The Princess Within

As a little girl my Dad used to call me "Princess Summer Fall Winter Spring", The name of an Indian Princess on the Howdy Doodey Show. It seemed to fit as the name covered the full range of seasons, depicting my personality quite well. This name almost a prophecy for the many seasons I would experience in my life -- full of blessings and tragedies too. Yet through it all, I would discover the treasure of who I really am.

It seem like most of my life I have struggled with insecurity, false guilt, and perfectionism. It's no mystery. I have suffered the pains of a wounded heart resulting from broken relationships and trust.  I have also endured the pains of physical wounds from numerous health problems that effect my abilities and have even left ugly scars from the many operations that I have had. These being some of the sources that contributed to my "low self-eteem".

When I was in high school I had a teacher who once said I was "the picture of apathy".  How contrary to the desire of my heart that my life would be a portrait of the love of Christ found there. The blank expression on my face was a result of my being consumed by the flames of negativity and crisis at home.  I cared very much indeed.  But I was exhausted, hurting and overwhelmed.  Words are very powerful. And although I was a Christian I was not always believing the precious words that God whispered so sweetly to me in His Word. Sometimes when I read the Bible I was comforted greatly.  But then, quite honestly, there were times when I didn't feel like they were making any impact on me or my situation at all.

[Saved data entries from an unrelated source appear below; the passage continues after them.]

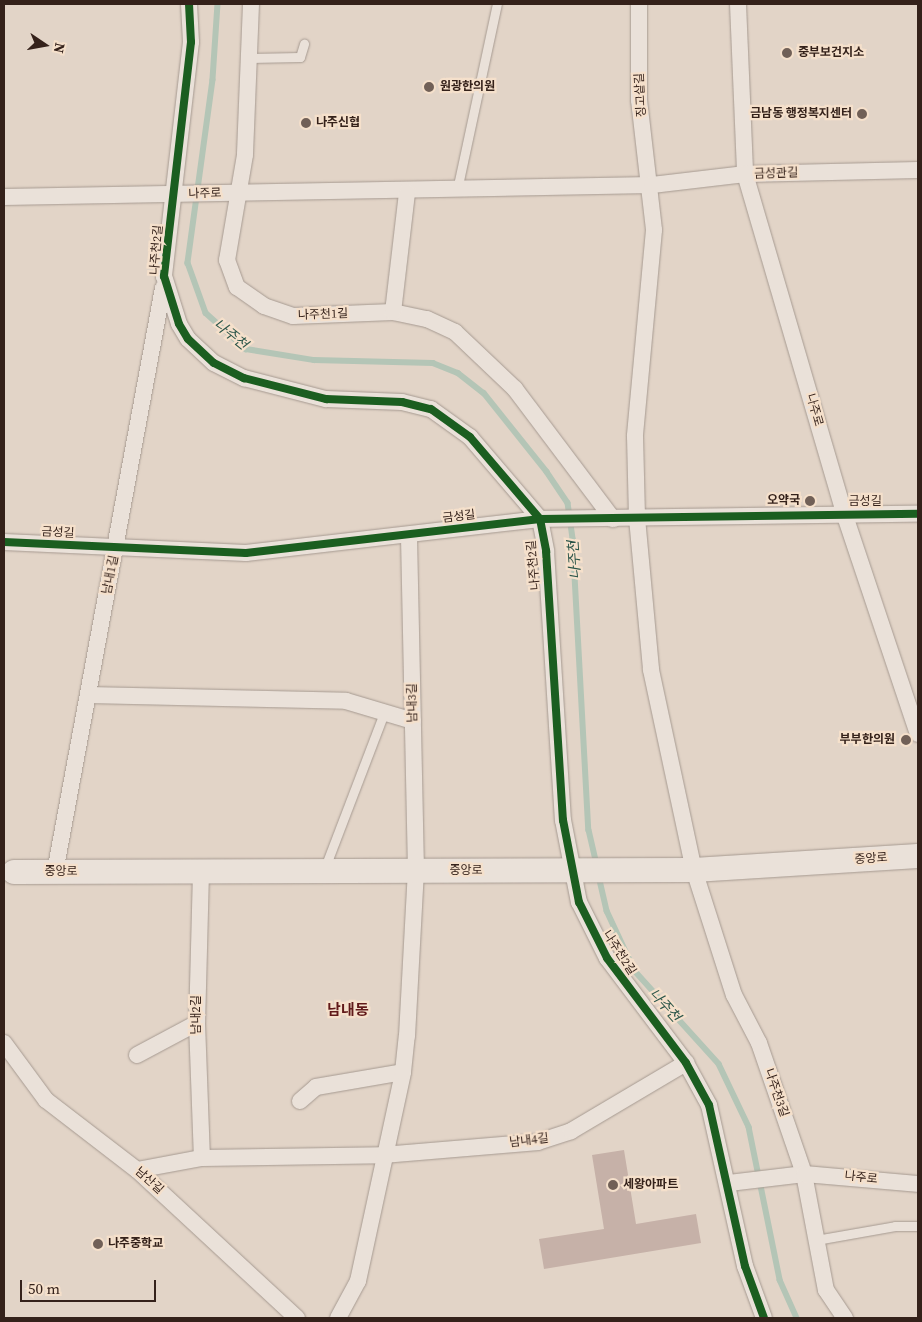 <!DOCTYPE html>
<meta charset="utf-8">
<style>
body{margin:0}
#map{position:relative;width:922px;height:1322px;overflow:hidden;background:#e2d4c7;font-family:"Source Serif 4","Noto Sans KR",serif}
div>[style]{position:absolute}
.stream>*{height:5.5px;margin:-2.75px;padding:0 2.75px;transform-origin:2.75px;border-radius:2.75px;background:#b4c5b6}
.building>*{inset:0;background:#c6b1a8}
.roads{filter:drop-shadow(0 0 1px #a69a91) drop-shadow(0 0 1px #a69a91)}
.lane>*{height:9px;margin:-4.5px;padding:0 4.5px;transform-origin:4.5px;border-radius:4.5px;background:#eae1d9}
.street>*{height:16px;margin:-8px;padding:0 8px;transform-origin:8px;border-radius:8px;background:#eae1d9}
.secondary>*{height:24px;margin:-12px;padding:0 12px;transform-origin:12px;border-radius:12px;background:#eae1d9}
.cycleway>*{height:8px;margin:-4px;padding:0 4px;transform-origin:4px;border-radius:4px;background:#1b5e20}
.dots>*{width:14px;height:14px;translate:-50% -50%;box-sizing:border-box;border:2px solid #f5e0cb;border-radius:50%}
span{translate:-50% -50%;white-space:nowrap;text-align:center;line-height:1.15;-webkit-text-stroke:4.5px #f5e0cb;paint-order:stroke}
.poi-label{font-size:12px;color:#34211a;font-weight:700}
.left{translate:0 -50%;text-align:left}
.right{translate:-100% -50%;text-align:right}
.street-label{font-size:12px;color:#34211a}
.water-label{font-size:14px;color:#295448;font-style:italic}
.quarter-label{font-size:15px;color:#611919;font-weight:700}
.frame{position:absolute;inset:0;border:5px solid #34211a;pointer-events:none}
.north{position:absolute;left:20px;top:20px;width:50px;height:50px;-webkit-text-stroke:4px #f5e0cb;paint-order:stroke;rotate:102deg;font-size:14px;font-weight:700;line-height:20px;text-align:center;color:#34211a}
.north::after{content:'';display:block;margin:auto;width:18px;height:22px;background:#34211a;clip-path:polygon(50% 0,100% 100%,50% 72%,0 100%)}
.scale{position:absolute;left:20px;top:1280px;width:136px;height:22px;box-sizing:border-box;border:2px solid #34211a;border-top:0;padding-left:6px;font-size:15px;line-height:18px;white-space:nowrap;color:#34211a;-webkit-text-stroke:4px #f5e0cb;paint-order:stroke}
</style>
<div id="map">
<div class="stream">
<div style="left:218px;top:4px;width:76px;rotate:93.8deg"></div>
<div style="left:213px;top:80px;width:185px;rotate:97.8deg"></div>
<div style="left:188px;top:263px;width:53px;rotate:70.2deg"></div>
<div style="left:206px;top:313px;width:54px;rotate:42deg"></div>
<div style="left:246px;top:349px;width:69px;rotate:9.2deg"></div>
<div style="left:314px;top:360px;width:119px;rotate:1.4deg"></div>
<div style="left:433px;top:363px;width:27px;rotate:22deg"></div>
<div style="left:458px;top:373px;width:33px;rotate:38deg"></div>
<div style="left:484px;top:393px;width:101px;rotate:51.4deg"></div>
<div style="left:547px;top:472px;width:37px;rotate:56deg"></div>
<div style="left:568px;top:503px;width:36px;rotate:82deg"></div>
<div style="left:573px;top:539px;width:291px;rotate:86.9deg"></div>
<div style="left:589px;top:830px;width:35px;rotate:77deg"></div>
<div style="left:599px;top:876px;width:36px;rotate:77deg"></div>
<div style="left:607px;top:911px;width:66px;rotate:65deg"></div>
<div style="left:635px;top:971px;width:125px;rotate:47.9deg"></div>
<div style="left:719px;top:1064px;width:70px;rotate:64.5deg"></div>
<div style="left:749px;top:1127px;width:156px;rotate:78.5deg"></div>
<div style="left:780px;top:1280px;width:42px;rotate:65.9deg"></div>
</div>
<div class="building">
<div style="clip-path:polygon(624px 1150px,636px 1224px,696px 1214px,701px 1243px,544px 1269px,539px 1239px,604px 1229px,592px 1155px)"></div>
</div>
<div class="roads">
<div class="lane">
<div style="left:250px;top:58px;width:50px;rotate:-1.1deg"></div>
<div style="left:300px;top:57px;width:14px;rotate:-73deg"></div>
<div style="left:457px;top:190px;width:190px;rotate:-77.9deg"></div>
<div style="left:324px;top:870px;width:168px;rotate:-69.1deg"></div>
<div style="left:816px;top:1240px;width:80px;rotate:-10deg"></div>
<div style="left:895px;top:1226px;width:23px"></div>
</div>
<div class="street">
<div style="left:189px;top:4px;width:38px;rotate:87deg"></div>
<div style="left:191px;top:42px;width:236px;rotate:96.6deg"></div>
<div style="left:164px;top:276px;width:50px;rotate:72.6deg"></div>
<div style="left:179px;top:324px;width:17px;rotate:59deg"></div>
<div style="left:188px;top:339px;width:35px;rotate:43deg"></div>
<div style="left:214px;top:363px;width:34px;rotate:27deg"></div>
<div style="left:244px;top:378px;width:85px;rotate:14.4deg"></div>
<div style="left:326px;top:399px;width:76px;rotate:2.3deg"></div>
<div style="left:402px;top:402px;width:30px;rotate:14deg"></div>
<div style="left:431px;top:409px;width:48px;rotate:35.7deg"></div>
<div style="left:470px;top:437px;width:108px;rotate:49.5deg"></div>
<div style="left:540px;top:519px;width:33px;rotate:79deg"></div>
<div style="left:546px;top:551px;width:270px;rotate:86.4deg"></div>
<div style="left:563px;top:820px;width:84px;rotate:79deg"></div>
<div style="left:579px;top:902px;width:63px;rotate:63.4deg"></div>
<div style="left:607px;top:958px;width:131px;rotate:53deg"></div>
<div style="left:686px;top:1063px;width:48px;rotate:61.3deg"></div>
<div style="left:709px;top:1105px;width:165px;rotate:77.4deg"></div>
<div style="left:745px;top:1266px;width:55px;rotate:69.9deg"></div>
<div style="left:251px;top:4px;width:151px;rotate:92.3deg"></div>
<div style="left:245px;top:155px;width:107px;rotate:99.7deg"></div>
<div style="left:227px;top:260px;width:29px;rotate:70deg"></div>
<div style="left:237px;top:287px;width:33px;rotate:35deg"></div>
<div style="left:264px;top:306px;width:31px;rotate:19deg"></div>
<div style="left:293px;top:316px;width:100px;rotate:-2.3deg"></div>
<div style="left:393px;top:312px;width:35px;rotate:12deg"></div>
<div style="left:427px;top:319px;width:31px;rotate:25deg"></div>
<div style="left:455px;top:332px;width:83px;rotate:43.5deg"></div>
<div style="left:515px;top:389px;width:163px;rotate:53deg"></div>
<div style="left:639px;top:4px;width:96px;rotate:90deg"></div>
<div style="left:639px;top:100px;width:131px;rotate:83.4deg"></div>
<div style="left:654px;top:230px;width:207px;rotate:95.3deg"></div>
<div style="left:635px;top:436px;width:82px;rotate:88.6deg"></div>
<div style="left:637px;top:518px;width:153px;rotate:84.7deg"></div>
<div style="left:651px;top:670px;width:205px;rotate:77.9deg"></div>
<div style="left:694px;top:870px;width:131px;rotate:72.3deg"></div>
<div style="left:734px;top:995px;width:54px;rotate:62.5deg"></div>
<div style="left:759px;top:1043px;width:139px;rotate:71deg"></div>
<div style="left:804px;top:1174px;width:118px;rotate:79.3deg"></div>
<div style="left:826px;top:1290px;width:34px;rotate:56deg"></div>
<div style="left:738px;top:4px;width:170px;rotate:87.6deg"></div>
<div style="left:745px;top:174px;width:353px;rotate:73.7deg"></div>
<div style="left:844px;top:513px;width:233px;rotate:71.5deg"></div>
<div style="left:4px;top:197px;width:648px;rotate:-1.06deg"></div>
<div style="left:652px;top:185px;width:94px;rotate:-6.7deg"></div>
<div style="left:745px;top:174px;width:173px;rotate:-1.3deg"></div>
<div style="left:393px;top:312px;width:121px;rotate:-83.3deg"></div>
<div style="left:4px;top:542px;width:242px;rotate:2.6deg"></div>
<div style="left:246px;top:553px;width:296px;rotate:-6.6deg"></div>
<div style="left:540px;top:519px;width:378px;rotate:-0.8deg"></div>
<div style="left:88px;top:695px;width:258px;rotate:1.3deg"></div>
<div style="left:346px;top:701px;width:70px;rotate:16.6deg"></div>
<div style="left:55px;top:872px;width:594px;rotate:-79.52deg"></div>
<div style="left:201px;top:872px;width:151px;rotate:91.5deg"></div>
<div style="left:197px;top:1023px;width:135px;rotate:87.9deg"></div>
<div style="left:4px;top:1043px;width:71px;rotate:53.6deg"></div>
<div style="left:46px;top:1100px;width:115px;rotate:37.6deg"></div>
<div style="left:137px;top:1170px;width:218px;rotate:42.8deg"></div>
<div style="left:137px;top:1055px;width:68px;rotate:-28.1deg"></div>
<div style="left:300px;top:1101px;width:21px;rotate:-41deg"></div>
<div style="left:316px;top:1087px;width:88px;rotate:-9.8deg"></div>
<div style="left:137px;top:1170px;width:66px;rotate:-10.5deg"></div>
<div style="left:202px;top:1158px;width:181px;rotate:-0.9deg"></div>
<div style="left:383px;top:1155px;width:156px;rotate:-4.8deg"></div>
<div style="left:538px;top:1142px;width:35px;rotate:-18deg"></div>
<div style="left:571px;top:1131px;width:134px;rotate:-30.6deg"></div>
<div style="left:729px;top:1183px;width:76px;rotate:-6.8deg"></div>
<div style="left:804px;top:1174px;width:114px;rotate:5deg"></div>
<div style="left:338px;top:1318px;width:42px;rotate:-61.6deg"></div>
<div style="left:358px;top:1281px;width:214px;rotate:-77.8deg"></div>
<div style="left:403px;top:1072px;width:36px;rotate:-84deg"></div>
<div style="left:407px;top:1036px;width:165px;rotate:-86.9deg"></div>
<div style="left:416px;top:871px;width:336px;rotate:-91.2deg"></div>
</div>
<div class="secondary">
<div style="left:14px;top:872px;width:680px;rotate:-0.17deg"></div>
<div style="left:694px;top:870px;width:224px;rotate:-3.6deg"></div>
</div>
</div>
<div class="cycleway">
<div style="left:189px;top:4px;width:38px;rotate:87deg"></div>
<div style="left:191px;top:42px;width:236px;rotate:96.6deg"></div>
<div style="left:164px;top:276px;width:50px;rotate:72.6deg"></div>
<div style="left:179px;top:324px;width:17px;rotate:59deg"></div>
<div style="left:188px;top:339px;width:35px;rotate:43deg"></div>
<div style="left:214px;top:363px;width:34px;rotate:27deg"></div>
<div style="left:244px;top:378px;width:85px;rotate:14.4deg"></div>
<div style="left:326px;top:399px;width:76px;rotate:2.3deg"></div>
<div style="left:402px;top:402px;width:30px;rotate:14deg"></div>
<div style="left:431px;top:409px;width:48px;rotate:35.7deg"></div>
<div style="left:470px;top:437px;width:108px;rotate:49.5deg"></div>
<div style="left:540px;top:519px;width:33px;rotate:79deg"></div>
<div style="left:546px;top:551px;width:270px;rotate:86.4deg"></div>
<div style="left:563px;top:820px;width:84px;rotate:79deg"></div>
<div style="left:579px;top:902px;width:63px;rotate:63.4deg"></div>
<div style="left:607px;top:958px;width:131px;rotate:53deg"></div>
<div style="left:686px;top:1063px;width:48px;rotate:61.3deg"></div>
<div style="left:709px;top:1105px;width:165px;rotate:77.4deg"></div>
<div style="left:745px;top:1266px;width:55px;rotate:69.9deg"></div>
<div style="left:4px;top:542px;width:242px;rotate:2.6deg"></div>
<div style="left:246px;top:553px;width:296px;rotate:-6.6deg"></div>
<div style="left:540px;top:519px;width:378px;rotate:-0.8deg"></div>
</div>
<div class="dots">
<div style="left:787px;top:53px;background:#716057"></div>
<div style="left:429px;top:87px;background:#716057"></div>
<div style="left:862px;top:114px;background:#716057"></div>
<div style="left:306px;top:123px;background:#716057"></div>
<div style="left:810px;top:501px;background:#716057"></div>
<div style="left:906px;top:740px;background:#716057"></div>
<div style="left:613px;top:1185px;background:#716057"></div>
<div style="left:98px;top:1244px;background:#716057"></div>
</div>
<div class="poi-label">
<span class="left" style="left:798px;top:53px">중부보건지소</span>
<span class="left" style="left:440px;top:87px">원광한의원</span>
<span class="right" style="left:852px;top:114px">금남동 행정복지센터</span>
<span class="left" style="left:316px;top:123px">나주신협</span>
<span class="right" style="left:800px;top:501px">오약국</span>
<span class="right" style="left:895px;top:740px">부부한의원</span>
<span class="left" style="left:623px;top:1185px">세왕아파트</span>
<span class="left" style="left:108px;top:1244px">나주중학교</span>
</div>
<div class="street-label">
<span style="left:641px;top:95px;rotate:-93deg">징고샅길</span>
<span style="left:776px;top:174px;rotate:-2deg">금성관길</span>
<span style="left:205px;top:194px;rotate:-2deg">나주로</span>
<span style="left:157px;top:250px;rotate:-85deg">나주천2길</span>
<span style="left:323px;top:315px;rotate:-2deg">나주천1길</span>
<span style="left:814px;top:410px;rotate:74deg">나주로</span>
<span style="left:865px;top:502px">금성길</span>
<span style="left:459px;top:517px;rotate:-7deg">금성길</span>
<span style="left:58px;top:533px;rotate:3deg">금성길</span>
<span style="left:534px;top:565px;rotate:-95deg">나주천2길</span>
<span style="left:111px;top:575px;rotate:-79deg">남내1길</span>
<span style="left:413px;top:703px;rotate:-91deg">남내3길</span>
<span style="left:871px;top:859px;rotate:-4deg">중앙로</span>
<span style="left:466px;top:871px">중앙로</span>
<span style="left:61px;top:872px">중앙로</span>
<span style="left:619px;top:953px;rotate:57deg">나주천2길</span>
<span style="left:197px;top:1015px;rotate:-90deg">남내2길</span>
<span style="left:776px;top:1093px;rotate:71deg">나주천3길</span>
<span style="left:529px;top:1141px;rotate:-7deg">남내4길</span>
<span style="left:861px;top:1178px;rotate:6deg">나주로</span>
<span style="left:149px;top:1181px;rotate:42deg">남산길</span>
</div>
<div class="water-label">
<span style="left:231px;top:334px;rotate:39deg">나주천</span>
<span style="left:574px;top:560px;rotate:-94deg">나주천</span>
<span style="left:665px;top:1005px;rotate:48deg">나주천</span>
</div>
<div class="quarter-label">
<span style="left:348px;top:1010px">남내동</span>
</div>
<div class="frame"></div>
<div class="north">N</div>
<div class="scale">50 m</div>
</div>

I did accept Jesus into my heart as a very little girl and I treasured God's Living Word. So I clung to them and expected His promises to be true, even if I could not yet understand them.  In fact, the Words of God, found in His Holy Bible, have proven to me to offer life and hope. Reflecting back,  I can certainly see how very much they really did impact my life. They have renewed my soul, soothed my hurting heart, and been a light to guide me.

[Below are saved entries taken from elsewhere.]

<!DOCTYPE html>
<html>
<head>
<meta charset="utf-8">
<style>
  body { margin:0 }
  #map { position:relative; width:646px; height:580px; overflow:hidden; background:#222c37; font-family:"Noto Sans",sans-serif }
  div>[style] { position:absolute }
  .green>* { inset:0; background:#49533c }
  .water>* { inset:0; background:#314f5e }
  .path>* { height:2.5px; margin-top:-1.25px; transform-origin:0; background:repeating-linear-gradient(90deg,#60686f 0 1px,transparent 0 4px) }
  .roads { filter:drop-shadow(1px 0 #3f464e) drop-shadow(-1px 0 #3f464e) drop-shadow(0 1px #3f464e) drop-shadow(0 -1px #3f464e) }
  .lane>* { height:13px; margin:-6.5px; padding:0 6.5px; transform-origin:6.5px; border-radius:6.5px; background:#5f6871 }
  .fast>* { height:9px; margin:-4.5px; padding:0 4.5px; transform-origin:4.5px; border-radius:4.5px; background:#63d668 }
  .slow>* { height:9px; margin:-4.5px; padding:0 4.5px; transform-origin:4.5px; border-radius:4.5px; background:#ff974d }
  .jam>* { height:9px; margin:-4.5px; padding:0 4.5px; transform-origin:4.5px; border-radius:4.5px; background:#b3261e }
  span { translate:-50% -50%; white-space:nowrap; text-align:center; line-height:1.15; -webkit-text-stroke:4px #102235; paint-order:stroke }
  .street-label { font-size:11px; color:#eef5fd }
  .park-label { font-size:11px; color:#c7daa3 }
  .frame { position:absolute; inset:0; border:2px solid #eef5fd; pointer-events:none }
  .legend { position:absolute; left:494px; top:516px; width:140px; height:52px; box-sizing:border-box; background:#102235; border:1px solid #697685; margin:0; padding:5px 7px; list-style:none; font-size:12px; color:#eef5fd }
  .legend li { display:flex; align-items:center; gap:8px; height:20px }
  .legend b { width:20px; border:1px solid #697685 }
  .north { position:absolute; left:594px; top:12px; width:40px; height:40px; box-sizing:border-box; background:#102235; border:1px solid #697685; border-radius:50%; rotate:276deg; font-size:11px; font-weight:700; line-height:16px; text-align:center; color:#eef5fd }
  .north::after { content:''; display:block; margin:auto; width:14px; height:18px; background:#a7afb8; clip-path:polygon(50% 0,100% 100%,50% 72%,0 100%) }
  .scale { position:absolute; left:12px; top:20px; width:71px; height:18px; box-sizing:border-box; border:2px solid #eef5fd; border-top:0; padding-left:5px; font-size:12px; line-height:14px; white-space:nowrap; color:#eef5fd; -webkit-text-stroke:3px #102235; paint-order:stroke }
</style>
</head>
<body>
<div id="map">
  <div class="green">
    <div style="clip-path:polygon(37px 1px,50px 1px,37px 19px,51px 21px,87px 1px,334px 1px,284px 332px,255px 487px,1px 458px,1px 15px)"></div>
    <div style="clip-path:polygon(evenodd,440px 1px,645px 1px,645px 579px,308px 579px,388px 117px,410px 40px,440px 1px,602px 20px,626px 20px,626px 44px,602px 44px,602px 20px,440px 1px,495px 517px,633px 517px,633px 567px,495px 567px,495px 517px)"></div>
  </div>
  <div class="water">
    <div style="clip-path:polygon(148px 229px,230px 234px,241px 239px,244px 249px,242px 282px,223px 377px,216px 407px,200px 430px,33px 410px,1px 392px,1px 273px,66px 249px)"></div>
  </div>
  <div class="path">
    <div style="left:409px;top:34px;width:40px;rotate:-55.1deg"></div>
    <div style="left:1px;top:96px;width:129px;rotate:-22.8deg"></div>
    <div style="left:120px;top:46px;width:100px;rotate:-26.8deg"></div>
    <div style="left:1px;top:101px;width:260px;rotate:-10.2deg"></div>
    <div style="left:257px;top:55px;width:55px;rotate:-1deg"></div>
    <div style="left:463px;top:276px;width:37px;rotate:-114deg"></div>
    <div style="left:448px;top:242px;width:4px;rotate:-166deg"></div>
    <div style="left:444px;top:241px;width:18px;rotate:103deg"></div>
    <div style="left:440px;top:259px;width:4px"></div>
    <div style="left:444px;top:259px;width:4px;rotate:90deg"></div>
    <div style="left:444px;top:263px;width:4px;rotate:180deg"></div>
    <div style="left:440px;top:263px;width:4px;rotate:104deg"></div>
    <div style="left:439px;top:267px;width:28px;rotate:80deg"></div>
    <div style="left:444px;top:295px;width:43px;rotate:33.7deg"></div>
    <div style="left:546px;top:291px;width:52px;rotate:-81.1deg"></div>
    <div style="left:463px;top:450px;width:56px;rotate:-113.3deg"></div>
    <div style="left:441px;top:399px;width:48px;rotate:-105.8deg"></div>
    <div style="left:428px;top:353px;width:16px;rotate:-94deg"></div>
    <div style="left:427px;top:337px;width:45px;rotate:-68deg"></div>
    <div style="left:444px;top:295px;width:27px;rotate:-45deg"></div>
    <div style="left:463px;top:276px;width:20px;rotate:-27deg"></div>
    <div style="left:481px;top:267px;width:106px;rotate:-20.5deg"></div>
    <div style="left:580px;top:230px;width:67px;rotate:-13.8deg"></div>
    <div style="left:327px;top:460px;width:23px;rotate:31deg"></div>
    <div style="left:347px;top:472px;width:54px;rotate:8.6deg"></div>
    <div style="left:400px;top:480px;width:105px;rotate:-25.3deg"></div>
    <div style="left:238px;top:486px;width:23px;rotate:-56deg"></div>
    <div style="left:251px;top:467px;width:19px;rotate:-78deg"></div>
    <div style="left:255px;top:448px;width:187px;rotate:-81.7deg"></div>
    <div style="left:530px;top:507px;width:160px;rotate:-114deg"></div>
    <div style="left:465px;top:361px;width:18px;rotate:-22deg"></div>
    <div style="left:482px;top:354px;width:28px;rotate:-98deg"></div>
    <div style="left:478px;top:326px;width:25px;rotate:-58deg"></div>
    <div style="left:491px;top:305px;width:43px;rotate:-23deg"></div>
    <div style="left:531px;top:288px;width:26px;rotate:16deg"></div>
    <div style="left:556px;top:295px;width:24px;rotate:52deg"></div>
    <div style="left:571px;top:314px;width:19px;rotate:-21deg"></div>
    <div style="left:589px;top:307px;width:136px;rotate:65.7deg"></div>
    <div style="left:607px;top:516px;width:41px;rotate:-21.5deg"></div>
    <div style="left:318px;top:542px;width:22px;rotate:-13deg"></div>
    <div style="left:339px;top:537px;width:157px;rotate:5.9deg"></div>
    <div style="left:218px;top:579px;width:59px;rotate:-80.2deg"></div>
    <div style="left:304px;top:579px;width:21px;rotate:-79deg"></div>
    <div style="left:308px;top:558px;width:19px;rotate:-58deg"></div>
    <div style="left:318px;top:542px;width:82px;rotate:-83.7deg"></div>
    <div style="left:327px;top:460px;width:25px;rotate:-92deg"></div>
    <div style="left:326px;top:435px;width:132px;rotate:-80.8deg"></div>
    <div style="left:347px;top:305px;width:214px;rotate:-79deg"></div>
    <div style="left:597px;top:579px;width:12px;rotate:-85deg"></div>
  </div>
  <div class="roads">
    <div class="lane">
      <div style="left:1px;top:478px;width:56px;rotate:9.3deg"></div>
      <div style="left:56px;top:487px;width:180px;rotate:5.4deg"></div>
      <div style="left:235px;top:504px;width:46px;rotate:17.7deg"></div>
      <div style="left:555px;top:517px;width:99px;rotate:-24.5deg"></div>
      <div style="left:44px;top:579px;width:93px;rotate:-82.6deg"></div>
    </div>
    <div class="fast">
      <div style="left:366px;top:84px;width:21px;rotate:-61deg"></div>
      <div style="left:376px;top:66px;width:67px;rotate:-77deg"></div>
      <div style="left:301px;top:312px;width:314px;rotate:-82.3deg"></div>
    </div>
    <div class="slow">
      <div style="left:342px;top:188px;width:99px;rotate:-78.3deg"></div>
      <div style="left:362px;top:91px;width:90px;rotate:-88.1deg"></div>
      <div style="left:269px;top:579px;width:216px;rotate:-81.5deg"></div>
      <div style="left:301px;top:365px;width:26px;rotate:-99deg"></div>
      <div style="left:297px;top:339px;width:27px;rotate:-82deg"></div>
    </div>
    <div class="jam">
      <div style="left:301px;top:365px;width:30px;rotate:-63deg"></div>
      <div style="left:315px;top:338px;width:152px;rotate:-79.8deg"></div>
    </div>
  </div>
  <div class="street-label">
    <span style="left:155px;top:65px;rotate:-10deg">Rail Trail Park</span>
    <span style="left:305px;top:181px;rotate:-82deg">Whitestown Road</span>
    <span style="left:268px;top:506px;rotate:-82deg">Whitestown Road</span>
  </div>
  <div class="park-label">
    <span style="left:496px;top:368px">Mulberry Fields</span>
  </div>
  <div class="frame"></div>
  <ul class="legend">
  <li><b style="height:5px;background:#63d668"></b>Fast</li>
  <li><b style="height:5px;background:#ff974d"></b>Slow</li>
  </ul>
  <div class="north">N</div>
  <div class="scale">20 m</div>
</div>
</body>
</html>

I have since learned to view myself as God views me. . . unblemished, lovely, flawless.  I know on the surface this is not true, nor is it the true condition of my heart.  Even so, my Creator, views me as a perfect creation.  My Lord Jesus Christ has given me my identity and I have been created in His image.  I am holy and dearly loved.  I am precious and honored in his sight.  My sins have been made whiter than snow. When I focus on His precepts and His promises I remember these truths.  Although I don't always "feel" wonderful about myself I must remember that it isn't all about "me" anyway. Yes, I am valuable and my feelings and needs are important.  But with a proper focus on the holiness of Christ my needs are put in perspective and His peace can rule in my heart.

Christ Jesus presents me to my Abba, my Heavenly Father, who  also has a special name for me, a secret name written in love on a white stone in Heaven. When He whispers my name so sweetly, I can hear it now and recognize the voice of my Father in Heaven who calls to me and says...

"Listen, O daughter, consider...
The king is enthralled by your beauty;
honor him, for he is your lord . . .
All glorious is the princess within."

Psalm 45:10-13



Yes, the picture is of me when I was almost 4 years old.